Assim na terra, de Luiz Sérgio Metz


Por Pedro Fernandes

Luiz Sérgio Metz. Arquivo da família (por Anahy e Pedro Metz)

Uma visita a alguns dados biográficos sobre Luiz Sérgio Metz – é sempre necessária quando o autor não é tão conhecido pelo leitor, embora seja um conhecimento quase desprezível para a leitura de Assim na terra, não fosse o modo como esta narrativa está desenvolvida – mostra que foi um autor de pouca obra. Estreou na literatura em 1977 com a publicação de três contos no volume Histórias ordinárias, uma edição com tiragem limitada organizada pela Cooperativa de Escritores Gaúchos; quatro anos depois, O primeiro e o segundo homem, edição também de contos. Em 1986 publicou a biografia do poeta Aureliano de Figueiredo Pinto, e em 2006 (editado postumamente) um relato de viagem a cavalo pelo sul do Rio Grande do Sul.

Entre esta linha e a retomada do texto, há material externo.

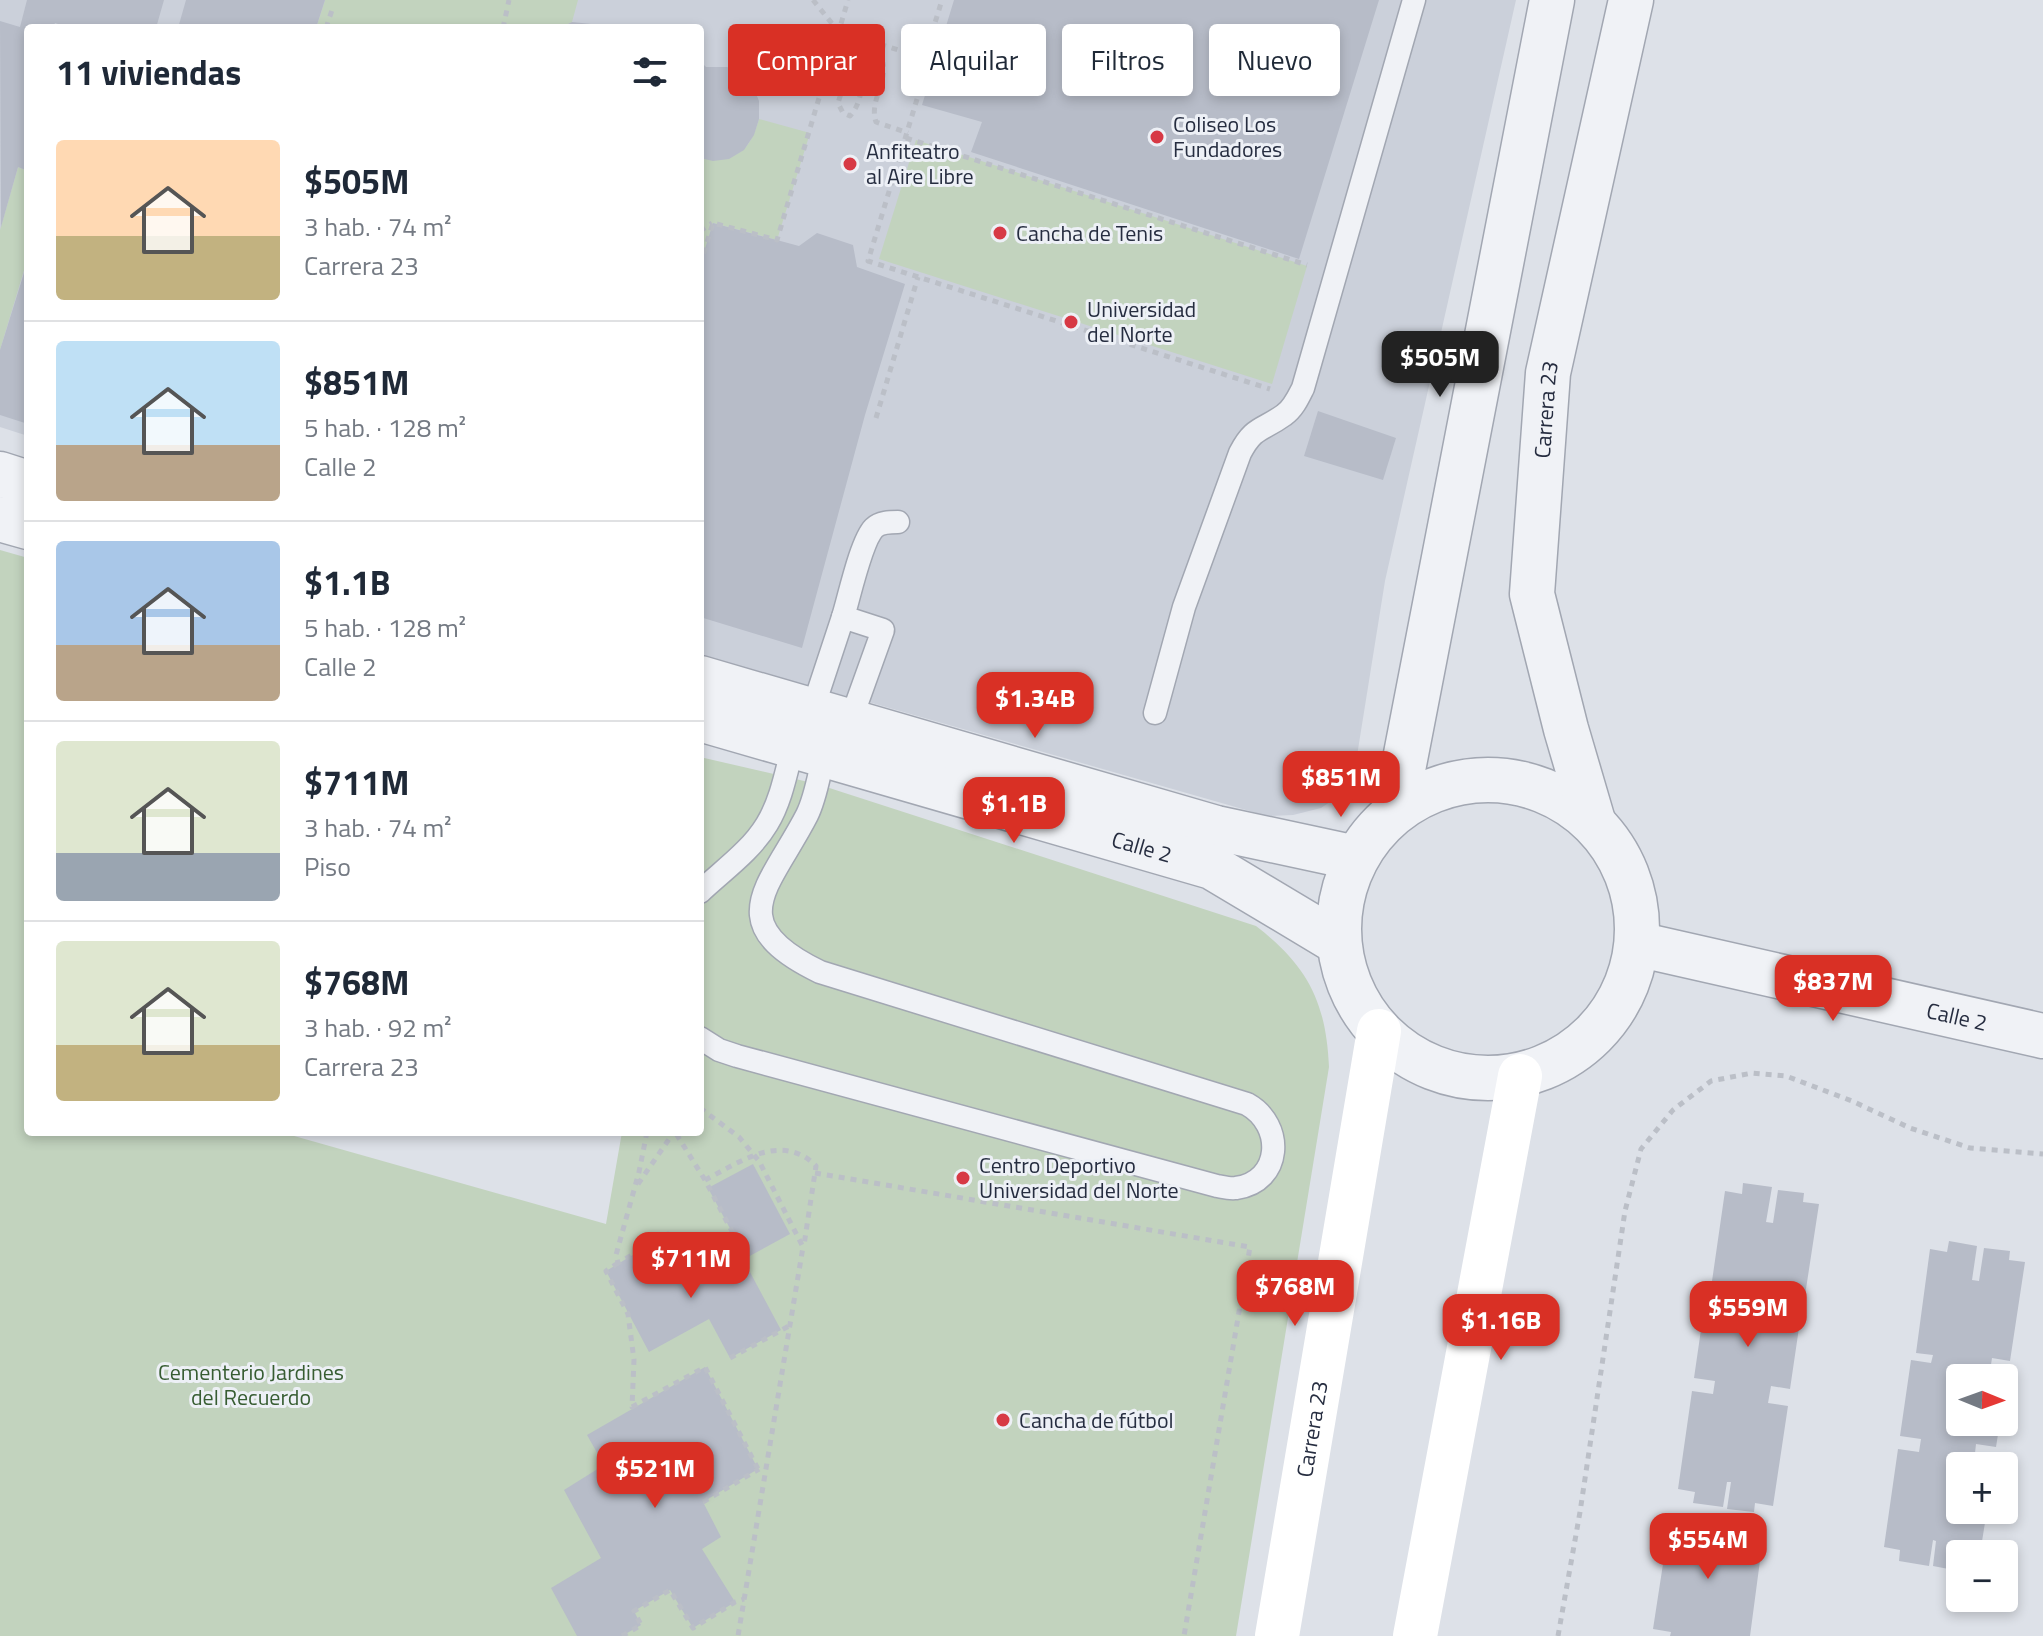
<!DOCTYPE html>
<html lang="es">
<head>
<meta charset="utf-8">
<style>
  :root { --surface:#fff; --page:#f2f2f3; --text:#1f2937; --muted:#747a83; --line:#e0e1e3; --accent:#d93025 }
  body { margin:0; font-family:"Titillium Web",sans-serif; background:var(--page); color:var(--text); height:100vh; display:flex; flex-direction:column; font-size:30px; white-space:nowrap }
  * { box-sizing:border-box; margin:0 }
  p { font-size:26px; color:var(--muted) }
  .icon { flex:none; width:44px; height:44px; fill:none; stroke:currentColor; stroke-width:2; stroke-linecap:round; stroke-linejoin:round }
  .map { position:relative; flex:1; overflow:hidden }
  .panel { position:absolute; left:24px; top:24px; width:680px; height:1112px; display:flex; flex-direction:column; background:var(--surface); border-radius:8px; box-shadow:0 4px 12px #0003 }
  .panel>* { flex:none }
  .banner { position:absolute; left:728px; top:24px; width:760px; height:72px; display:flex; gap:16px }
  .needle { width:52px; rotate:91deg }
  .tools { position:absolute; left:1946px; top:1364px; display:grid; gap:16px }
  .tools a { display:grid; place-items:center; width:72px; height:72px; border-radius:8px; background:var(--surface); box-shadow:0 4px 12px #0003; font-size:40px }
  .price { position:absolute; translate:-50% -68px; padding:0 18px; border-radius:16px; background:var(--accent); color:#fff; font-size:26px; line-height:52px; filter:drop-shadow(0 2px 4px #0008) }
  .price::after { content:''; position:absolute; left:50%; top:48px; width:24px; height:18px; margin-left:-12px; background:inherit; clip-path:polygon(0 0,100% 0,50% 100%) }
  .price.active { background:#222; color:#fff }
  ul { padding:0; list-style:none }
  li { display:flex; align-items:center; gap:24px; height:200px; padding:0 32px }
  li+li { border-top:2px solid var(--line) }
  li span { display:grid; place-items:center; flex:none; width:224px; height:160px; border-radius:8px; color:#555 }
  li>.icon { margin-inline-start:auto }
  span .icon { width:96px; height:96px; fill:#fffc; stroke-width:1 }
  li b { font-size:34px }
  h2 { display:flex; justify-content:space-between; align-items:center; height:96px; padding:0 32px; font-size:34px }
  .tag { padding:0 28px; border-radius:8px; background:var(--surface); box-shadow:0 4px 12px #0003; font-size:28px; line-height:72px }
  .tag.active { background:var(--accent); color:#fff }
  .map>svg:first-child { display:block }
  .built { fill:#cbd0da }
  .green { fill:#c2d3be }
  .building { fill:#b7bcc8 }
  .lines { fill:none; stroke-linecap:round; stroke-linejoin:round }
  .service-casing { stroke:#a2a7b2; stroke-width:25 }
  .minor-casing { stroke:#a2a7b2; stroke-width:47 }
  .tertiary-casing { stroke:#a2a7b2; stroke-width:47 }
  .path { stroke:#bbbfc7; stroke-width:5; stroke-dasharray:6 6; stroke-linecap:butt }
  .service { stroke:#f0f2f6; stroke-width:22 }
  .minor { stroke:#f0f2f6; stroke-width:44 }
  .tertiary { stroke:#f0f2f6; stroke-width:44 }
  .secondary { stroke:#fff; stroke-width:44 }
  .poi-dot { fill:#d73945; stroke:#edf0f6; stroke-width:3 }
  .labels { text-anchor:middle; stroke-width:6; stroke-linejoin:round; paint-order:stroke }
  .poi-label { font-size:22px; fill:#262d40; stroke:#edf0f6; text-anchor:start }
  .street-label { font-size:22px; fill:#262d40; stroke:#edf0f6 }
  .park-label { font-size:22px; fill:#375d32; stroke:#edf0f6 }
</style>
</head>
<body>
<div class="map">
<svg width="2043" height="1636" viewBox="0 0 2043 1636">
  <rect width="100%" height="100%" fill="#dde1e8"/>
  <!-- built -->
  <path class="built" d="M0 0H1516L1385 581 1352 787 1321 808 1293 815 1267 816 858 699 700 660V28H28V436L0 427Z"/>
  <!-- green -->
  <g class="green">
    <path d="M325 0H578L572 22 560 28H316Z"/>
    <path d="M759 119 810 133 777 240 713 223 700 267V158C736 159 748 156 759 119Z"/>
    <path d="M916 140 1307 266 1272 384 879 259Z"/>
    <path d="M18 167 28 171V257L0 350V230Z"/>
    <path d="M0 550 28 558V1132H280L606 1224 622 1132H700V757L817 784 1256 926C1308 966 1326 1002 1329 1067L1236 1636H0Z"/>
  </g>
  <!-- building -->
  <g class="building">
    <path d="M27 0H164L156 28H70L55 23 53 28H28V171L18 167 1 227 0 21 20 27Z"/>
    <path d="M186 0H325L316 28H178Z"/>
    <path d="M954 0H1379L1299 259 971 152 982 122 922 105Z"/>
    <path d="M572 22 591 24 603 28H560Z"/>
    <path d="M700 61 706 67H727L738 71 752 84 759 101V119L754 135 744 150 729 159 713 161 700 158Z"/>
    <path d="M713 223 799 246 817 233 853 245 857 267 905 284 865 415 802 648 700 617V265Z"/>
    <path d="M28 260V424L0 415V350Z"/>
    <path d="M1318 411 1396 438 1383 480 1304 456Z"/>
    <path d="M753 1164 790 1234 746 1258 708 1188Z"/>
    <path d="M1743 1183 1772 1187 1766 1222 1773 1223 1778 1190 1804 1193 1803 1202 1819 1204 1804 1302 1786 1300 1784 1319 1800 1321 1790 1389 1771 1386 1768 1403 1788 1406 1773 1506 1755 1503 1754 1512 1727 1509 1731 1482H1727L1723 1507 1693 1503 1695 1492 1678 1489 1692 1391 1713 1394 1715 1381 1694 1378 1705 1302 1726 1305 1727 1297 1710 1295 1725 1191 1742 1194Z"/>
    <path d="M668 1234 696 1285 743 1259 781 1330 730 1358 709 1319 649 1352 606 1271Z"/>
    <path d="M1949 1241 1977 1246 1972 1280 1979 1281 1984 1248 2010 1251 2009 1260 2025 1262 2010 1361 1992 1358 1989 1378H1960V1422H2000L1996 1447 1976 1444 1974 1462 1992 1466H1960V1510H1987L1980 1554H1960L1959 1571 1933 1566 1936 1541 1933 1540 1929 1566 1899 1561 1900 1550 1884 1547 1898 1449 1919 1452 1921 1439 1900 1436 1911 1360 1931 1363 1933 1355 1916 1353 1930 1249 1947 1252Z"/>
    <path d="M705 1367 758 1469 703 1502 721 1537 702 1549 735 1602 693 1628 670 1590 634 1611 641 1625 622 1636H577L551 1588 601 1558 564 1490 604 1465 587 1435Z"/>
    <path d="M1687 1517 1716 1521 1711 1556 1717 1557 1721 1523 1749 1527 1748 1535 1763 1538 1750 1636H1670L1671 1632 1653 1629 1669 1525 1686 1528Z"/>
  </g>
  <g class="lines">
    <defs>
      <g id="service">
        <path d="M812 711 843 617"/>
        <path d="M1155 713 1184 607 1240 453C1254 426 1262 431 1284 415 1293 409 1298 398 1303 388L1414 0"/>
        <path d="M850 722 883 630 843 617C849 598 861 541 874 528 880 522 890 522 898 522"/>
        <path d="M700 892C722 871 751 851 767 824 781 801 786 773 793 746"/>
        <path d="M700 1038 719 1050 737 1056 1217 1186C1223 1187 1230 1189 1236 1188 1282 1182 1285 1125 1247 1104L820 972C719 923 770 887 807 815 816 797 819 774 824 755"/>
      </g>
      <g id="minor">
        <path id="s1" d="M1637 944 2043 1036"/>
      </g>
      <g id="tertiary">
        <path d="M0 474 28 483"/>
        <path d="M0 519 28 527"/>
        <path d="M700 678 1216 828 1356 858"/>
        <path id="s2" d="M700 719 1212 867 1339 943"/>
        <circle cx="1488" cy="929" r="149"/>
        <path d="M1395 811 1552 0"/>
        <path id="s3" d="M1593 821 1566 729 1532 594 1548 373 1631 0"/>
      </g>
    </defs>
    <!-- service casing -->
    <use href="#service" class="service-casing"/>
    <!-- minor casing -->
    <use href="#minor" class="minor-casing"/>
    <!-- tertiary casing -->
    <use href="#tertiary" class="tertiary-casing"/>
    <!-- path -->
    <g class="path">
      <path d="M813 0 838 31 924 58 942 0"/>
      <path d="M326 28 332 10"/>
      <path d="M503 28 509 0"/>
      <path d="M834 47 847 51 851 62 838 103 843 113 850 116C865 100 859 75 874 60L883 63C887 83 869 102 876 122L908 133"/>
      <path d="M924 76 868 261 1270 389"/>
      <path d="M906 138 1307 265"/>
      <path d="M700 231 712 223"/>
      <path d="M700 265 713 223 777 240 848 0"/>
      <path d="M876 418 918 277"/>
      <path d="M700 1108 739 1137 759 1161 803 1247 738 1636"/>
      <path d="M647 1132 639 1172 616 1255 618 1263 668 1234 696 1285 746 1258 705 1180 675 1132"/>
      <path d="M815 1173 1250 1247 1184 1636"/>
      <path d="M705 1180C738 1163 782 1131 816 1166L804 1245"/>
      <path d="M638 1184 674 1132"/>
      <path d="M618 1263 606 1271 628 1314 634 1360 632 1407 705 1367 758 1469"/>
      <path d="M730 1358 789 1326"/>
      <path d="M703 1502 759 1469"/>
      <path d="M622 1636 641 1625 634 1611 670 1590 693 1628 735 1602 744 1599"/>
      <path d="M1558 1636 1580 1512 1625 1211 1641 1149 1673 1110 1711 1081 1752 1073 1786 1076 1852 1101 1910 1128 1970 1148 2043 1154"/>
    </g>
    <!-- service -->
    <use href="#service" class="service"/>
    <!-- minor -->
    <use href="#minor" class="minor"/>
    <!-- tertiary -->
    <use href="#tertiary" class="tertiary"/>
    <!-- secondary -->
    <g class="secondary">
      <path id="s4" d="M1277 1636 1379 1031"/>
      <path d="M1415 1636 1520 1076"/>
    </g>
  </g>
  <!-- markers -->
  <g class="poi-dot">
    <circle cx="1157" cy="137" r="8"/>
    <circle cx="850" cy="164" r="8"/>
    <circle cx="1000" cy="233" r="8"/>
    <circle cx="1071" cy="322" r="8"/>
    <circle cx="963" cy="1178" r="8"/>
    <circle cx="1003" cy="1420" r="8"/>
  </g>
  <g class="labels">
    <!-- poi labels -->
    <g class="poi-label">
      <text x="1173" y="132">Coliseo Los<tspan x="1173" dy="25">Fundadores</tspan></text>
      <text x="866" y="159">Anfiteatro<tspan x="866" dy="25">al Aire Libre</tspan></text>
      <text x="1016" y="241">Cancha de Tenis</text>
      <text x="1087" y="317">Universidad<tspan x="1087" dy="25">del Norte</tspan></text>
      <text x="979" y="1173">Centro Deportivo<tspan x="979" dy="25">Universidad del Norte</tspan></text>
      <text x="1019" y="1428">Cancha de fútbol</text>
    </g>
    <!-- street labels -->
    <g class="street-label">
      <text dy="8" stroke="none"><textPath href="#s3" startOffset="420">Carrera 23</textPath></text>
      <text dy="8" stroke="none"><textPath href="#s2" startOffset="460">Calle 2</textPath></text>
      <text dy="8" stroke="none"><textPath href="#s1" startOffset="328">Calle 2</textPath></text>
      <text dy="8" stroke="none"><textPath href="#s4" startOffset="210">Carrera 23</textPath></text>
    </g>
    <!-- park labels -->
    <g class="park-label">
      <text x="251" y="1380">Cementerio Jardines<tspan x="251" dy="25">del Recuerdo</tspan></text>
    </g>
  </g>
</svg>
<div class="tools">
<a><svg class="needle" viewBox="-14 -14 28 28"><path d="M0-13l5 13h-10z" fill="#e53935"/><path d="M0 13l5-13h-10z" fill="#747a83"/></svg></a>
<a>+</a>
<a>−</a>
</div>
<b class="price active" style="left:1440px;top:399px">$505M</b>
<b class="price" style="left:1035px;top:740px">$1.34B</b>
<b class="price" style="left:1341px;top:819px">$851M</b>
<b class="price" style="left:1014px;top:845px">$1.1B</b>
<b class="price" style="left:1833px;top:1023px">$837M</b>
<b class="price" style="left:691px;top:1300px">$711M</b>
<b class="price" style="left:1295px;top:1328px">$768M</b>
<b class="price" style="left:1748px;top:1349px">$559M</b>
<b class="price" style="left:1501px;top:1362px">$1.16B</b>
<b class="price" style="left:655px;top:1510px">$521M</b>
<b class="price" style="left:1708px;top:1581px">$554M</b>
<div class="banner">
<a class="tag active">Comprar</a>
<a class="tag">Alquilar</a>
<a class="tag">Filtros</a>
<a class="tag">Nuevo</a>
</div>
<section class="panel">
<h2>11 viviendas<svg class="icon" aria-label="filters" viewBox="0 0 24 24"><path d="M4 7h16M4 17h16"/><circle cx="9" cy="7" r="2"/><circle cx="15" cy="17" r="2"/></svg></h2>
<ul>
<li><span style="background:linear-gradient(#ffd9b3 60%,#c2b280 0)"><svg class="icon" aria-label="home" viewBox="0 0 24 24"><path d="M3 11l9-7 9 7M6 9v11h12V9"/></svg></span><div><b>$505M</b><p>3 hab. · 74 m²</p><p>Carrera 23</p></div></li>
<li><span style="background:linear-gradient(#bfe0f5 65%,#b9a48a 0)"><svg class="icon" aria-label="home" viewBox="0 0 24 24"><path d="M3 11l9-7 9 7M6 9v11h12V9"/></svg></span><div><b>$851M</b><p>5 hab. · 128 m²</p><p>Calle 2</p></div></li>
<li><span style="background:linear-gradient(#a9c7e8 65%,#b9a48a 0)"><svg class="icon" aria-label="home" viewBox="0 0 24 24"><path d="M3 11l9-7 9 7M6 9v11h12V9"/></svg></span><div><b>$1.1B</b><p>5 hab. · 128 m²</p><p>Calle 2</p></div></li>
<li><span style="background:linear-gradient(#dfe7d0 70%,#9aa5b1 0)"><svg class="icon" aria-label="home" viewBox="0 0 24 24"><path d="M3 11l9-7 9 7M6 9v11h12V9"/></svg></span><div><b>$711M</b><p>3 hab. · 74 m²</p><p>Piso</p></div></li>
<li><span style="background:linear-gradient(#dfe7d0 65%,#c2b280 0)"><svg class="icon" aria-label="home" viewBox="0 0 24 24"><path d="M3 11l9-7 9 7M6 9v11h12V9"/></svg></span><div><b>$768M</b><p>3 hab. · 92 m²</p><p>Carrera 23</p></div></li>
</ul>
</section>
</div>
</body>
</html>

A impressão que ficará de quem inicia a leitura de sua obra por este Assim na terra – livro publicado em 1995, ainda antes da morte do escritor – é que a breve obra de Metz se inscreve no rol daquelas que negaram a extensão pela intensidade, sobretudo quando o assunto é, o labor com a palavra, a língua e a linguagem da narrativa. São poucos os nomes que pertencem a essa verve e alguns são muito bem lembrados ao longo deste romance: os poetas do haicai japonês, como Bashô, Haroldo de Campos (ao qual vale acrescentar Guimarães Rosa), Ezra Pound, T. S. Eliot (James Joyce), Mallarmé, Kafka, Goethe. Pode ser uma impressão ingênua feita por um leitor que desconhece a outra ou grande parte da obra de Metz, mas não qualquer impressão porque tomada a partir da leitura de um texto sobre o qual nenhum leitor sério deixará de registrar como um dos mais importantes para a cena literária nacional, principalmente quando a linha a que for se referir incluir a chamada literatura do stream of consciousness.

Há em Assim na terra pelo menos três viagens que se interseccionam, são como se formassem uma só: a do narrador que ora anda, ora cavalga pelo extremo sul gaúcho (e aqui está a única relação mais relevante, possivelmente, entre a biografia do autor e a narrativa), a da memória e da escrita. Este é um romance sobre a possibilidade de um romance; logo, é a viagem possível a que estariam resumidas todas as viagens é a da linguagem. O exercício que deixa entrever não apenas aquilo que é peça de bastidor como penetra mais profundamente nos volteios da consciência e sua relação quase extensiva da imagem soletrada pela visão, decantada pelo campo cerebral e no esforço de tradução pela escrita.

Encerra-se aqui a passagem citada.